====== Input records ======

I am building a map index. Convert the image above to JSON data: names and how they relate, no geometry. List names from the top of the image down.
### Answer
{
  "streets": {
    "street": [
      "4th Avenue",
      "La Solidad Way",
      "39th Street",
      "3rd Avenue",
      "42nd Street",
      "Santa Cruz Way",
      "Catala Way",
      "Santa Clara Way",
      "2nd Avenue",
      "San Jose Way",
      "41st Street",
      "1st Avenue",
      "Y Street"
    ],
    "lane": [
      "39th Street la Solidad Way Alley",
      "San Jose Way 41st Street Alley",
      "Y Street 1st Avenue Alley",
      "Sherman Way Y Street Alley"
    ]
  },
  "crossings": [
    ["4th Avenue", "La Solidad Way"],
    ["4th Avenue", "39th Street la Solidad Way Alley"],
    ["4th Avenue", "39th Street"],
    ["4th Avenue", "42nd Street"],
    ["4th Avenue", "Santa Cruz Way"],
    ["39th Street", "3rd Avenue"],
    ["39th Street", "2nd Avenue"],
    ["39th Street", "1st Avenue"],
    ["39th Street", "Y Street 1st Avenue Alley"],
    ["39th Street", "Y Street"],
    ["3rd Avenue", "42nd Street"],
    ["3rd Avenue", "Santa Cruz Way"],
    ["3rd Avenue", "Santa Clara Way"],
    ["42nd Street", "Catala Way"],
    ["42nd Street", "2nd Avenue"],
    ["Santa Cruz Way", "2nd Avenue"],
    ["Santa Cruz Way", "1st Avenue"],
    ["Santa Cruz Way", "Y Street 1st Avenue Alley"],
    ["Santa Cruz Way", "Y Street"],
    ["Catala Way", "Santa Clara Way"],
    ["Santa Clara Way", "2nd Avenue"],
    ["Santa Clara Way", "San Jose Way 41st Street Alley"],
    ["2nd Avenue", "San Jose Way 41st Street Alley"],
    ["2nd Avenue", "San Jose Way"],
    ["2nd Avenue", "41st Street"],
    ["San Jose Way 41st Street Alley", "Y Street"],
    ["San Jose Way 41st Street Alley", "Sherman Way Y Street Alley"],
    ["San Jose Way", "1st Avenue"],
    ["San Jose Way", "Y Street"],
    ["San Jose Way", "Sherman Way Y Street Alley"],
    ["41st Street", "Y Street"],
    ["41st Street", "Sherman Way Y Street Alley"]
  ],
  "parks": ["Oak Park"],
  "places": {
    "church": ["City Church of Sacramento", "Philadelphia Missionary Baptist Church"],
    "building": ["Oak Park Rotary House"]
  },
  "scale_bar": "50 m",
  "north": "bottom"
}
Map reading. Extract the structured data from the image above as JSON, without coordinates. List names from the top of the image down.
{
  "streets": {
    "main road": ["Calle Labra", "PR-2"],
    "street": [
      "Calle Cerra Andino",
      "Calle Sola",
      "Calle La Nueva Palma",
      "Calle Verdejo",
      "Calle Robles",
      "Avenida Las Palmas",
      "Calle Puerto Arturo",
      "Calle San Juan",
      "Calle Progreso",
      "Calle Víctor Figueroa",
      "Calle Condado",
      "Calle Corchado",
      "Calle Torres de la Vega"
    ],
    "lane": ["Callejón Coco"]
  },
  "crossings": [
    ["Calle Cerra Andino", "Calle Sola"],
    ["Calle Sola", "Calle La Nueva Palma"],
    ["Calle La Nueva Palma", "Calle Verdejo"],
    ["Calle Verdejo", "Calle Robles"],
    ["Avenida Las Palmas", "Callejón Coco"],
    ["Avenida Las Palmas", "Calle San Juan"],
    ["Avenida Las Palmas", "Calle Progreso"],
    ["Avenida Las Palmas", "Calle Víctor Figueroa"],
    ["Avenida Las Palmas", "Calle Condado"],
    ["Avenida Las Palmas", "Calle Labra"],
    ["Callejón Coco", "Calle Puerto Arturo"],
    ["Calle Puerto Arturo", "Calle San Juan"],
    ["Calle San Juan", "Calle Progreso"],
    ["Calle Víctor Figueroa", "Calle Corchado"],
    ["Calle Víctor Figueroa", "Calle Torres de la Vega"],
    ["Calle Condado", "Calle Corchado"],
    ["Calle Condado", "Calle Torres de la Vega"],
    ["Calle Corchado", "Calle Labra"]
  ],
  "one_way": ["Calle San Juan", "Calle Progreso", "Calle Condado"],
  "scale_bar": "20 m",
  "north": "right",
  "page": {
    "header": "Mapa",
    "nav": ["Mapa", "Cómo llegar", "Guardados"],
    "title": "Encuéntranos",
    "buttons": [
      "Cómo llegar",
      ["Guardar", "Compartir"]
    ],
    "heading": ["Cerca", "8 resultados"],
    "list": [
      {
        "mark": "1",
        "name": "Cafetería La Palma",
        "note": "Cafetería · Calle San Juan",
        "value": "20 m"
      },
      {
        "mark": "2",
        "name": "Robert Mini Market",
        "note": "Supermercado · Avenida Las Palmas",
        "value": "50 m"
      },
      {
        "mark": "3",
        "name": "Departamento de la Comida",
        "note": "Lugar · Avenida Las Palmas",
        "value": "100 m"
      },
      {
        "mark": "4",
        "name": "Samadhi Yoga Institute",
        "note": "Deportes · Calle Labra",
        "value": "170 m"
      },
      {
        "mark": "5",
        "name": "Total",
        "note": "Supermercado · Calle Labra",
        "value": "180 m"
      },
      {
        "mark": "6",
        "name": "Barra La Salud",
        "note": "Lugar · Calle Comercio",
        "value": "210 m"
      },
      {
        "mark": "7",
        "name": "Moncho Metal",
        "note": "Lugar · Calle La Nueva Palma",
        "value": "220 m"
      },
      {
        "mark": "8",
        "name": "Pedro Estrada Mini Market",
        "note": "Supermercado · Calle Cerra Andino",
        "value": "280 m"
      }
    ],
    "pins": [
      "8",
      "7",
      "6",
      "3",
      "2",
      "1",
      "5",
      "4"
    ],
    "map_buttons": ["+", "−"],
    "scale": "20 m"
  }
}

======

» **Problem description**
From the entries above, show each line that includes the string "Supermercado".

» **Solution**
        "note": "Supermercado · Avenida Las Palmas",
        "note": "Supermercado · Calle Labra",
        "note": "Supermercado · Calle Cerra Andino",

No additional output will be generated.